Current state of art (in my part of Australia) is that I have a
rotating mirror (10 x 15cm, 2000RPM) to look at Tesla coil sparks.
Taking a spark photo through this results in a smeared image, or
would normally, except that sparks are for most purposes
instantaneous events and appear sharp. Anything that happens a few
microseconds later will be displaced and visible separately on the
photo. Typical events that can be made visible by this technique are
streamers that develop over perhaps 5 or 10 cycles (ringing up) and
can be seen to progressively lengthen until a spark connects.
Other events such as the oscillation that takes place after a spark
to ground (ringing down) are also seen clearly which occuur at the
TC resonant frequency of about 100kHz.
Superimposed on this, and predicted by Terry's models, is an
oscillation of longer frequency which in my case is perhaps 8-10kHz
and probably due to the difference between primary and secondary
resonance. It is seen best with streamers as bunches of oscillations
of perhaps 10 cycles as streamers develop, diminish and redevelop.

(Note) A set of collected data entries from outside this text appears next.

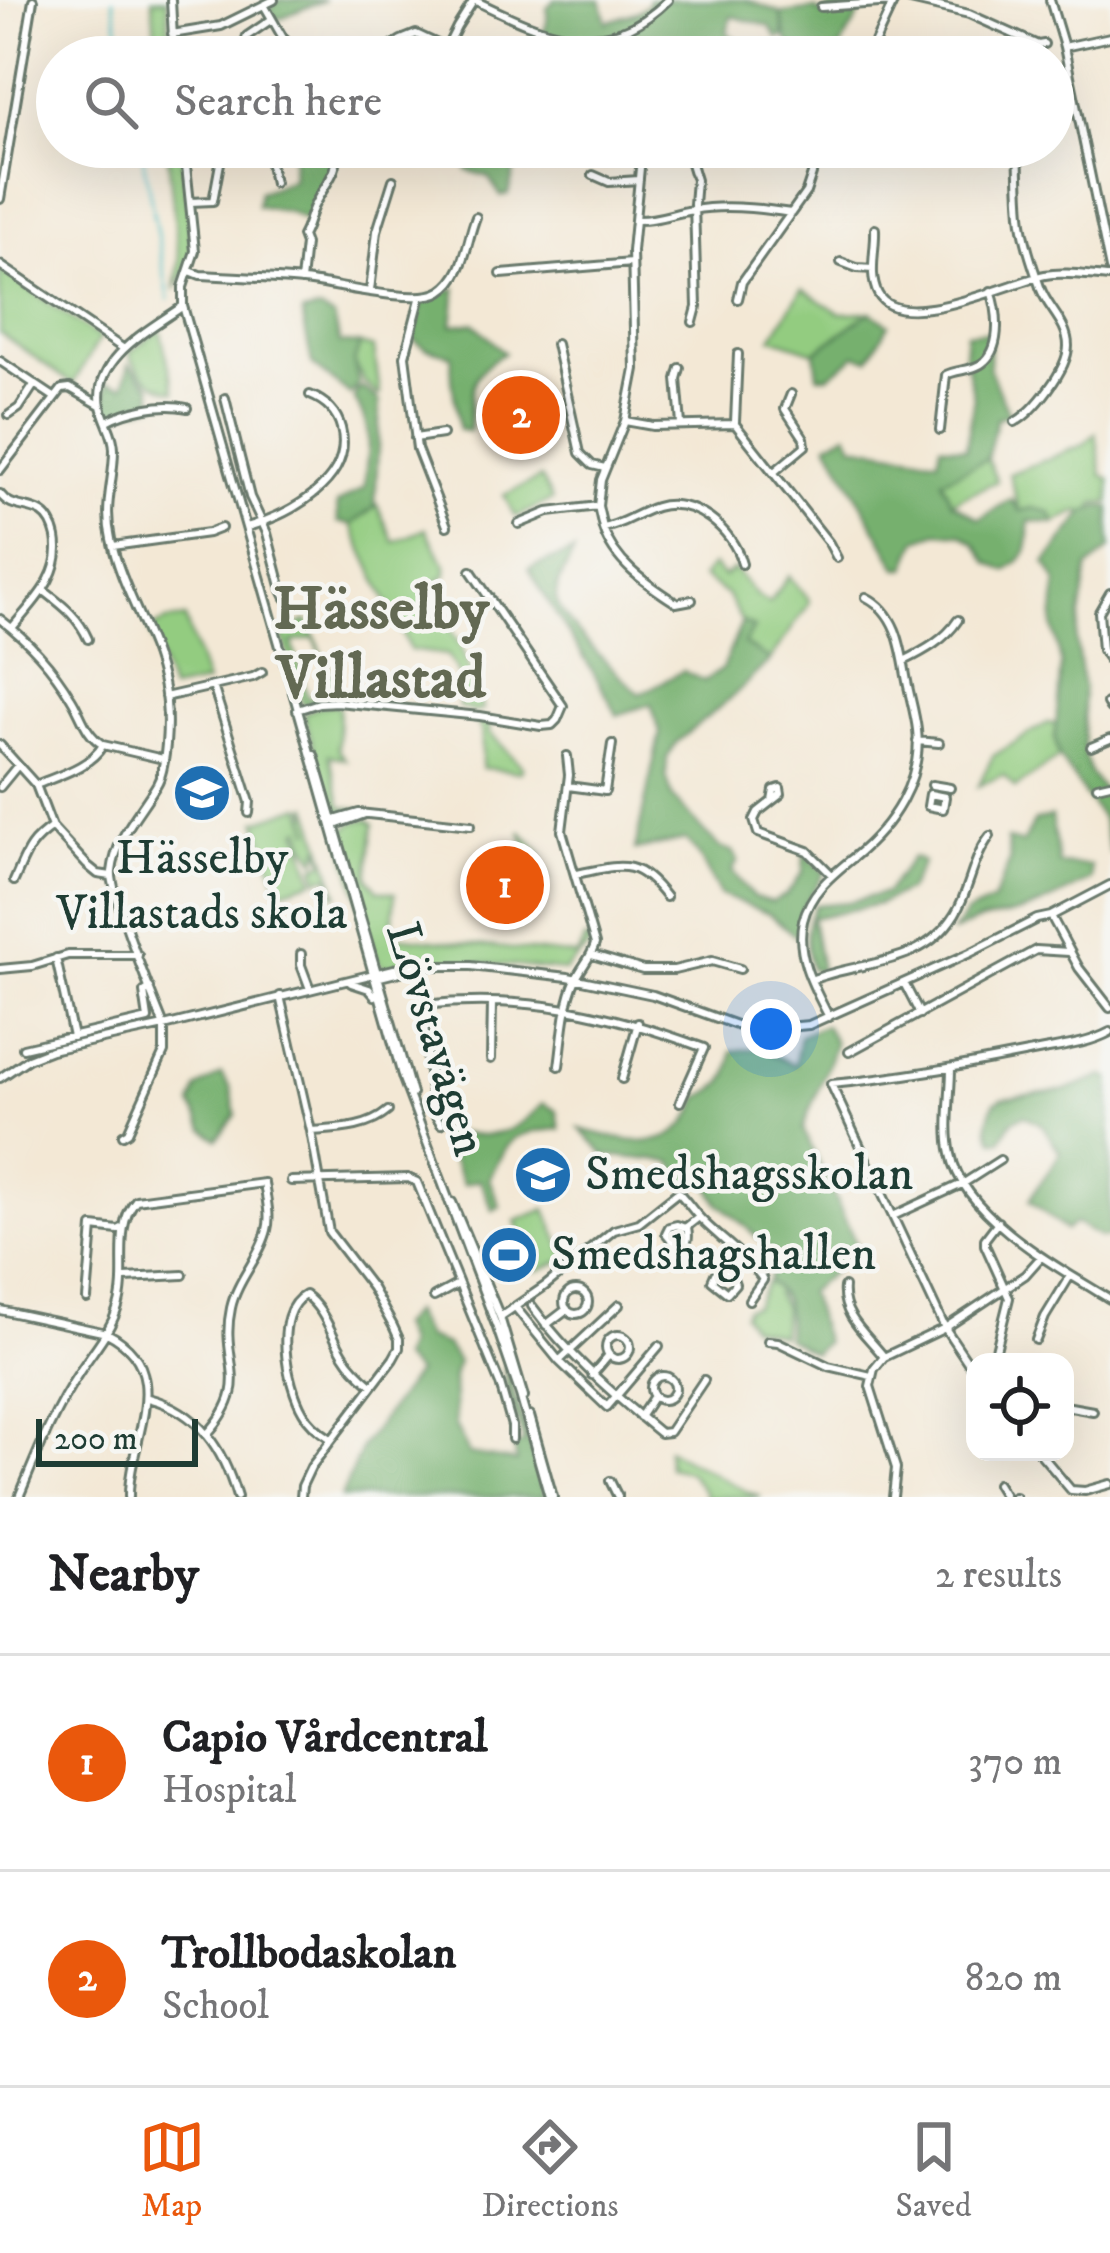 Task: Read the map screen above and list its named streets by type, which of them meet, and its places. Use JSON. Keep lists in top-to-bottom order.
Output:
{
  "streets": {
    "street": ["Lövstavägen"]
  },
  "districts": ["Hässelby Villastad"],
  "places": {
    "school or university": ["Hässelby Villastads skola", "Smedshagsskolan"],
    "sports": ["Smedshagshallen"]
  },
  "scale_bar": "200 m",
  "page": {
    "search": "Search here",
    "pins": ["2", "1"],
    "scale": "200 m",
    "heading": ["Nearby", "2 results"],
    "list": [
      {
        "mark": "1",
        "name": "Capio Vårdcentral",
        "note": "Hospital",
        "value": "370 m"
      },
      {
        "mark": "2",
        "name": "Trollbodaskolan",
        "note": "School",
        "value": "820 m"
      }
    ],
    "nav": ["Map", "Directions", "Saved"]
  }
}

Current flow can be monitored with surprisingly hardy red LED's and
the polarity of each resonant ring at 100kHz can be seen. Current
can be estimated similarly. Even more sensitive but non polarised
indicator of current flow can be shown with a small sprk gap
arrestor or a small xenon flash lamp from a disposable camera. This
can indicate current flow even below the light level of the camera
and shows for example that the ring down can extend for many cycles.
Unusual effects of polarity are seen as as well. For example a
streamer branch showing alternate ring up pulses going in different
directions eg positive to the left, negative to the right.
Also have a shot of a streamer developing into a weak ground strike
because it fell into a low voltage region of a harmonic.
Curently, I am working on a better mirror mount with less flex
stress bending the mirror and this seems to help. I have ordered
new "proper" mirrors as suggested by Terry below. Also need to work
out why the LEDs vary in effectiveness and some of the voltage
dividing stuff for a current meter.
Starting to work on my new "secret weapon" soon too.
Terry has made up his own superfast rotating mirror unit (10,000
RPM) and is also getting great results. He is planning a
voltmeter/current meter for his unit as below.
Peter
http://tesladownunder.com/HighVoltage.htm#High%20speed%20Tesla%20spark%20photography
Original poster: Vardan <vardan01@xxxxxxxxxxxxxxxxxxxxxxx>
Hi Peter, ....
Looks like the back surface mirror causes a few little problems
after all. This guy has big front surface mirrors that go real cheap!!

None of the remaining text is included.